When the agent is done, your workspace has two AGENTS.md files working in tandem: the root one with Bruin rules (applies everywhere), and marketing-analyst-101/AGENTS.md with marketing domain context (applies when the agent is working inside this pipeline). Restart your AI coding tool (new Claude Code session / reopen Cursor) so it picks up the new file.

3. Sanity-check the context

Ask your agent a scoping question that should only be answerable if it read AGENTS.md:

AI Prompt

In this project, what unit is cost_micros stored in, and how should I convert it to USD?

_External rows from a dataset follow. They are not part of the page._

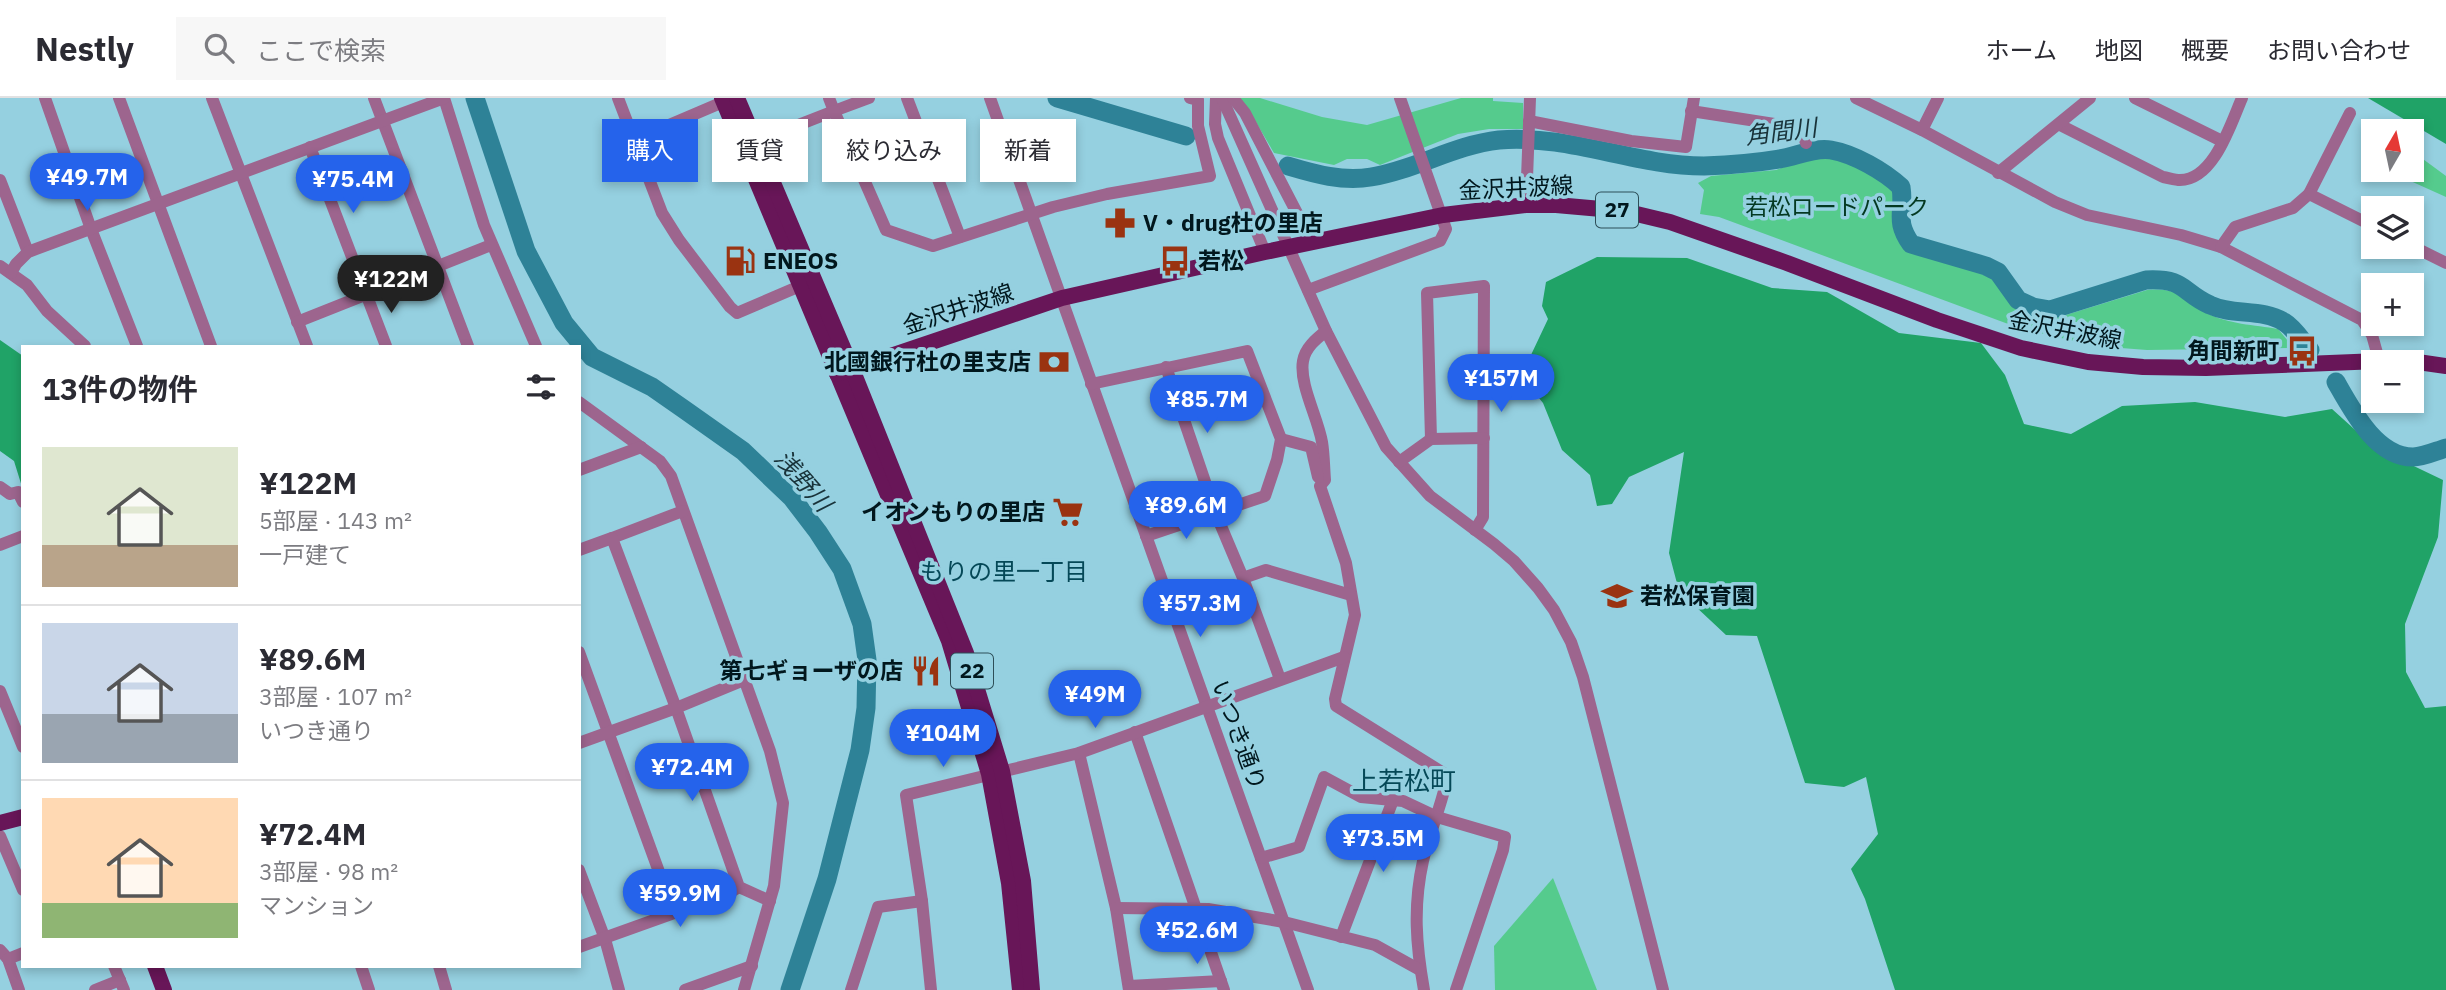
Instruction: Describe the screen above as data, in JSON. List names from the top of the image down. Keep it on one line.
{"streets":{"main road":["金沢井波線","27","22"],"street":["いつき通り"]},"crossings":[["金沢井波線","22"],["金沢井波線","いつき通り"]],"districts":["もりの里一丁目","上若松町"],"water":["角間川","浅野川"],"parks":["若松ロードパーク"],"places":{"pharmacy":["V・drug杜の里店"],"fuel station":["ENEOS"],"bus stop":["若松","角間新町"],"bank":["北國銀行杜の里支店"],"supermarket":["イオンもりの里店"],"school or university":["若松保育園"],"restaurant":["第七ギョーザの店"]},"north":"top","page":{"header":"Nestly","search":"ここで検索","nav":["ホーム","地図","概要","お問い合わせ"],"map_buttons":["+","−"],"chip":["購入","賃貸","絞り込み","新着"],"price":["¥49.7M","¥75.4M","¥122M","¥157M","¥85.7M","¥89.6M","¥57.3M","¥49M","¥104M","¥72.4M","¥73.5M","¥59.9M","¥52.6M"],"heading":"13件の物件","list":[{"name":"¥122M","note":"5部屋 · 143 m² · 一戸建て"},{"name":"¥89.6M","note":"3部屋 · 107 m² · いつき通り"},{"name":"¥72.4M","note":"3部屋 · 98 m² · マンション"}]}}
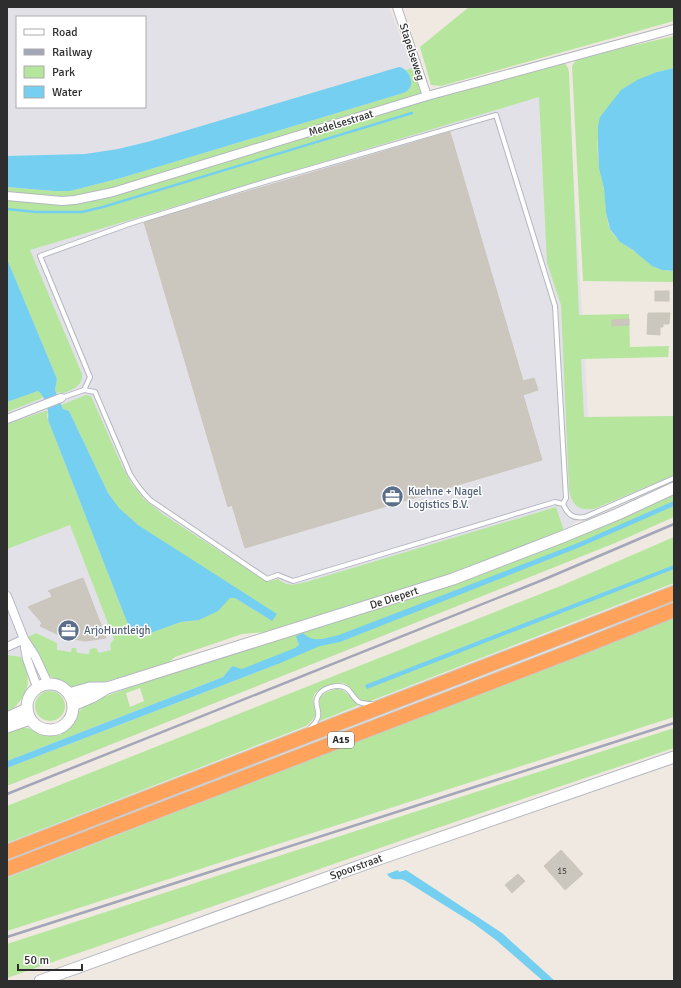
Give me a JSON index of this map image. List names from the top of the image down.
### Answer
{
  "streets": {
    "highway": ["A15"],
    "main road": ["De Diepert", "Spoorstraat"],
    "street": ["Stapelseweg", "Medelsestraat"]
  },
  "crossings": [
    ["Stapelseweg", "Medelsestraat"]
  ],
  "places": {
    "office": ["Kuehne + Nagel Logistics B.V.", "ArjoHuntleigh"]
  },
  "house_numbers": ["15"],
  "legend": [
    "Road",
    "Railway",
    "Park",
    "Water"
  ],
  "scale_bar": "50 m"
}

The agent should answer with "micros - divide by 1,000,000". If it fumbles or asks you instead, the pipeline-level AGENTS.md wasn't loaded - restart the session, and make sure the agent is working inside the marketing-analyst-101/ folder.

What just happened

Your agent now has three layers of context: workspace-level Bruin rules (root AGENTS.md), per-column schema descriptions (auto-generated into the asset YAML), and pipeline-specific marketing knowledge (marketing-analyst-101/AGENTS.md). Every question you ask from here on out is reasoned against this stack - so you won't get CAC numbers off by 1,000,000x, or revenue double-counted across channels. You've just done what takes a new human analyst weeks of onboarding.